Stored items:
——

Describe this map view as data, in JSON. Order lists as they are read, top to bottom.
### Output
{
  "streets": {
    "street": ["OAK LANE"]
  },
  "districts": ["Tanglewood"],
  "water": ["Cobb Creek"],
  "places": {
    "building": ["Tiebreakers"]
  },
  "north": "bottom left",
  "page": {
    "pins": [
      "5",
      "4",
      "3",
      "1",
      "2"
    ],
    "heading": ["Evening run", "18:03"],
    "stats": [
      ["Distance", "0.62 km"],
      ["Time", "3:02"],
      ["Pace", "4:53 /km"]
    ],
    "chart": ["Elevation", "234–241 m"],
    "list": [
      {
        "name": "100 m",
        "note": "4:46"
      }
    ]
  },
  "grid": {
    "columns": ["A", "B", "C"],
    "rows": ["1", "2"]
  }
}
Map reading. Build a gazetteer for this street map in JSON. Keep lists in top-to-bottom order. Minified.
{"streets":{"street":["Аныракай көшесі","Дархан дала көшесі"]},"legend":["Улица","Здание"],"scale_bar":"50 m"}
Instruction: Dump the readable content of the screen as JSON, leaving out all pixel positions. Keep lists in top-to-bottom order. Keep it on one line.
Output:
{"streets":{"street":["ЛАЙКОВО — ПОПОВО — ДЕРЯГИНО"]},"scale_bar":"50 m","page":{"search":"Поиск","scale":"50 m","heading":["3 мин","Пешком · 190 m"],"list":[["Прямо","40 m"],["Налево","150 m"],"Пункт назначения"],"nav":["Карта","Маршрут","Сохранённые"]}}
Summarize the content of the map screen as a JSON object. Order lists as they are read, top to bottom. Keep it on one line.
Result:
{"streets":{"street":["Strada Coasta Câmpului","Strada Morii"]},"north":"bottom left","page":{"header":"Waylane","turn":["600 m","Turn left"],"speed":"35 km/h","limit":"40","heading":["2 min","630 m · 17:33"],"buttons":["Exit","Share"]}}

——

Work to be completed: The string "they" marks the lines to copy; report each of them from the data above.

Answer space:
Describe this map view as data, in JSON. Order lists as they are read, top to bottom.
Summarize the content of the map screen as a JSON object. Order lists as they are read, top to bottom. Keep it on one line.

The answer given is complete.